# Showmanship Nerves



## xJumperx (Feb 19, 2012)

Have you tried taking Tylonal in the morning? If Showmanship is first, like ours, then it helps a lot! Nobody said anything about drugging yourself xD


----------



## farmpony84 (Apr 21, 2008)

I eat cherries. I know it sounds silly but they have something in them that is supposedly calming. It's probably mental but ... hey, whatever works!


----------



## spurstop (Mar 22, 2012)

How old are you, because that's going to determine what my advice is.


----------



## Horselovinfan (Jun 13, 2012)

spurstop said:


> How old are you, because that's going to determine what my advice is.


I'm 13.


----------



## Horselovinfan (Jun 13, 2012)

farmpony84 said:


> I eat cherries. I know it sounds silly but they have something in them that is supposedly calming. It's probably mental but ... hey, whatever works!

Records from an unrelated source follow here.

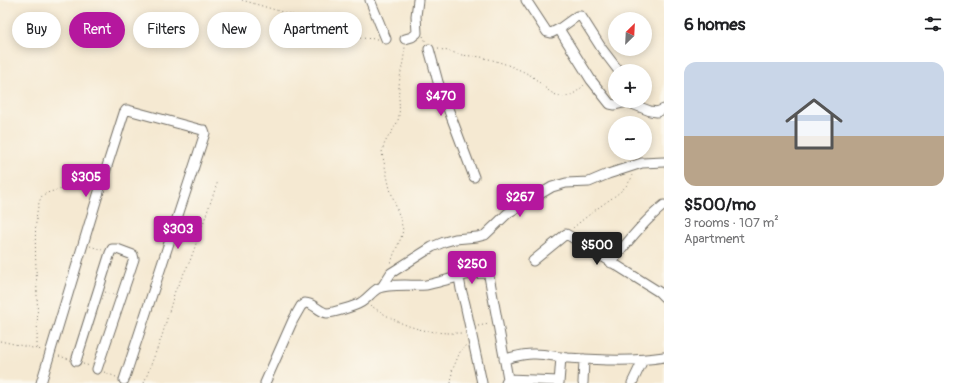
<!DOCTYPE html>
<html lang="en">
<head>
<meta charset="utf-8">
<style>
  :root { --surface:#fff; --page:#f2f2f2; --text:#202124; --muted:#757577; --line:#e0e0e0; --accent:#b5179e }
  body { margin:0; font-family:Pangolin,sans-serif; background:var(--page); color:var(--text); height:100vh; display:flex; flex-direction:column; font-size:15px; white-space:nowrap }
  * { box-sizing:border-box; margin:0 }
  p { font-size:13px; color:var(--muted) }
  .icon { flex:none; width:22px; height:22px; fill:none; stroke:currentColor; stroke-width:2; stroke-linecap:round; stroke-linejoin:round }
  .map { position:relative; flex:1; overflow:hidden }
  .drawer { display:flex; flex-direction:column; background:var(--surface); width:300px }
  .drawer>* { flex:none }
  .top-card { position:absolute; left:12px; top:12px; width:380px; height:36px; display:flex; gap:8px }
  .needle { width:26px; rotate:24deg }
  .fabs { position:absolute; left:608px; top:12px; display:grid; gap:8px }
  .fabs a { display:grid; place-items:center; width:44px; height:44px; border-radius:50%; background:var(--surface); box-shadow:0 2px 10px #0003; font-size:20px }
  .price { position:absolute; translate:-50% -34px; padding:0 9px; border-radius:4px; background:var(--accent); color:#fff; font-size:13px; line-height:26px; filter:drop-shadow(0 1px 2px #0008) }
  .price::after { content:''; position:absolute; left:50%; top:24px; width:12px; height:9px; margin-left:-6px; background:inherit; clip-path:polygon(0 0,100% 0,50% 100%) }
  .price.current { background:#222; color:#fff }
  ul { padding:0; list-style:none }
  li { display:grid; align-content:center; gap:8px; height:212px; padding:0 20px }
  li+li { border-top:1px solid var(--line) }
  li span { display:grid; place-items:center; height:124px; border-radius:12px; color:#555 }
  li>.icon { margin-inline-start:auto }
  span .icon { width:72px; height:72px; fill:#fffc; stroke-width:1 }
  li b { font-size:17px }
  h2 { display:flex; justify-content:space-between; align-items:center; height:48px; padding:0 20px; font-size:17px }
  .chip { padding:0 14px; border-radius:18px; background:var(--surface); box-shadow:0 2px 10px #0003; font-size:14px; line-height:36px }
  .chip.current { background:var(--accent); color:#fff }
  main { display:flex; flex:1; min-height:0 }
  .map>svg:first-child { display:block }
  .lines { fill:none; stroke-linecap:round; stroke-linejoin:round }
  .minor-casing { stroke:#726e65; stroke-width:11 }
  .path { stroke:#726e65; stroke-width:1; stroke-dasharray:1 3; stroke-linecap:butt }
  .minor { stroke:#fff; stroke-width:9 }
</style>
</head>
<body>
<main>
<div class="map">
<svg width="664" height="383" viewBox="0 0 664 383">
  <rect width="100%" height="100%" fill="#fbf7ec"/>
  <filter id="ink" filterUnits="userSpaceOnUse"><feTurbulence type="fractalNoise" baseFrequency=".025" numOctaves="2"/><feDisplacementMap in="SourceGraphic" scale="8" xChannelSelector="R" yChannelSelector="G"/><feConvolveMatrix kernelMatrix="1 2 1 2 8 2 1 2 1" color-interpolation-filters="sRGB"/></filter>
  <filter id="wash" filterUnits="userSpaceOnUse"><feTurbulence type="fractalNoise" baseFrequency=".012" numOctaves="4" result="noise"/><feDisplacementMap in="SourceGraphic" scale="16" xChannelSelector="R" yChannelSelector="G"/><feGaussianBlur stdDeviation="0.9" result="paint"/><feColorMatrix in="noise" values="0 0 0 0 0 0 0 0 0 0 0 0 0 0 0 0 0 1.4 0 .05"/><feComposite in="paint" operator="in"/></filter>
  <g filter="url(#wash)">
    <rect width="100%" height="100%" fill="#f5e9d2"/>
  </g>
  <g filter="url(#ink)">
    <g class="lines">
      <!-- minor casing -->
      <g class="minor-casing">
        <path id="minor" d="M370 0 386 39
          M526 0 547 32 551 33 559 29 591 80 610 104 615 105 627 102 650 111 657 112 664 109
          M559 29 577 16H581L602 49 618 70
          M405 39 412 37 417 33 416 16 418 0
          M429 49 438 82 474 177
          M533 261 566 234 573 238 659 292 664 297
          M611 263C627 242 644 221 664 205
          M459 277C468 274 478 273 487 273L489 276 507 373 508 379 506 383
          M382 287 391 273 432 247 444 242 455 239 477 237 485 235 508 213 552 187 566 183 589 182 608 174 642 163 664 162
          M504 359C514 357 525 353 535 354 546 354 557 357 568 358 600 360 633 362 664 357
          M76 361 110 253 112 249H117L133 255 134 259 97 369
          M508 379 559 381
          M41 383 101 185 124 113 126 110H128L202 130H204L205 133 124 380
          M265 383 293 320 301 306 305 303C314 303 319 312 327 313 333 313 355 306 360 303 366 300 371 293 377 289 387 283 413 286 426 285 437 283 448 279 459 277L461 289 465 304 482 383
          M559 383 561 357
          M583 383 584 359
          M632 383 643 360"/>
      </g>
      <!-- path -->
      <path class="path" d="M242 0 289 14 360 38 377 39
        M423 36 426 42
        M438 49C446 50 454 53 462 55 468 56 475 56 481 57 498 61 515 67 530 75 540 81 548 94 560 96 569 99 578 91 584 85
        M573 228C581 221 590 214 598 208 611 198 626 191 633 175
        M90 246 102 250
        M391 263 394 254 401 238 403 230 400 218 390 189 382 153C383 140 394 132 398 120 401 110 398 97 399 86 400 73 404 60 405 47
        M105 292 114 295
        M370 305C402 327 424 334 463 333
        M478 326 489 324
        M0 341 42 350
        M37 348C37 331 38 314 37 296 37 274 31 213 42 196 47 190 84 185 92 185
        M59 356 69 359
        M83 364 90 366
        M104 372 116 377
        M144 383 162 336 175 291 190 261 218 181
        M451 383 452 371 460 352 466 345"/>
      <!-- minor -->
      <use href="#minor" class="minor"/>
    </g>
  </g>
</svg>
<div class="fabs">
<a><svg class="needle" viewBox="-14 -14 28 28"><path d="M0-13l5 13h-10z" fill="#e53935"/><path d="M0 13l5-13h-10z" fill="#757577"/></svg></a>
<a>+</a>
<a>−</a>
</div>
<b class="price" style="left:441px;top:117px">$470</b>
<b class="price" style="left:86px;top:198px">$305</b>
<b class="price" style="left:520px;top:218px">$267</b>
<b class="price" style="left:178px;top:250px">$303</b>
<b class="price current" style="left:597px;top:266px">$500</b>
<b class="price" style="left:472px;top:285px">$250</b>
<div class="top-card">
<a class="chip">Buy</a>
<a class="chip current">Rent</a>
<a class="chip">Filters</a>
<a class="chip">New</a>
<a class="chip">Apartment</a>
</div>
</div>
<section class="drawer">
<h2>6 homes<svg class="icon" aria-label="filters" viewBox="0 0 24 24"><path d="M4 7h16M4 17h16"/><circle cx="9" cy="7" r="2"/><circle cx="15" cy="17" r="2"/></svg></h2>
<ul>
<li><span style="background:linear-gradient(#c9d6e8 60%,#b9a48a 0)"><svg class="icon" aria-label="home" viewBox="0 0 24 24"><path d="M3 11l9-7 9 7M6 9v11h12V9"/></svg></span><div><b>$500/mo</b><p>3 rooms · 107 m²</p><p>Apartment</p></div></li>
</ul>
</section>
</main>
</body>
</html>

Interesting. I've never heard of that. I'll try it at the next show I do showmanship at.


----------



## Horselovinfan (Jun 13, 2012)

xJumperx said:


> Have you tried taking Tylonal in the morning? If Showmanship is first, like ours, then it helps a lot! Nobody said anything about drugging yourself xD


No I haven't but I will next time! I had never thought to do that. lol true!


----------



## Coffeejunkie (May 17, 2012)

Tylenol? That's pretty tough on your body to just take it for fun.. Please research the negative side effects long term acetaminophen (generic tylenol) use can have on your liver. do you have anxiety outside of horse shows? I would consider speaking with your doctor about other options if it continues to be an issue. I used to be really nervous for showmanship for absolutely no reason as well. Try and keep a routine, maybe like: get up and feed, get my horse lunged and ready, go put my pants/boots on, eat breakfast/alone chill time, last minute checks, get dressed, warm up, show. it's ok to be nervous and want to do your best, but horse showing is supposed to be fun too. Can't have too much fun feeling like that


----------



## live2ride8 (Mar 13, 2011)

Oh hay best franddd, I'm video chatting with you right now but I'll just give you the answer here.  I would just lunge Caramel really good before, like you already doing just so he's nice and calm. And then I would just remember that like no one in hunters is good at showmanship  So don't worry about it. I'm the exact same way though.


----------



## spurstop (Mar 22, 2012)

False. There are plenty of hunt seat horses that do well in showmanship.

OP, you'll really just need to work through it. If you really hate it, then quit doing it. Being snappy and crying is going to stress out the people around you and not win you any friends. Really, you just need to realize that it is just a class and buck up.
_Posted via Mobile Device_


----------



## GoAppendix (Mar 22, 2012)

Seriously, it is just a class. If you are worried about how you'll do, practice harder until you know you can nail it. Hard work and confidence is a big part of the class.


----------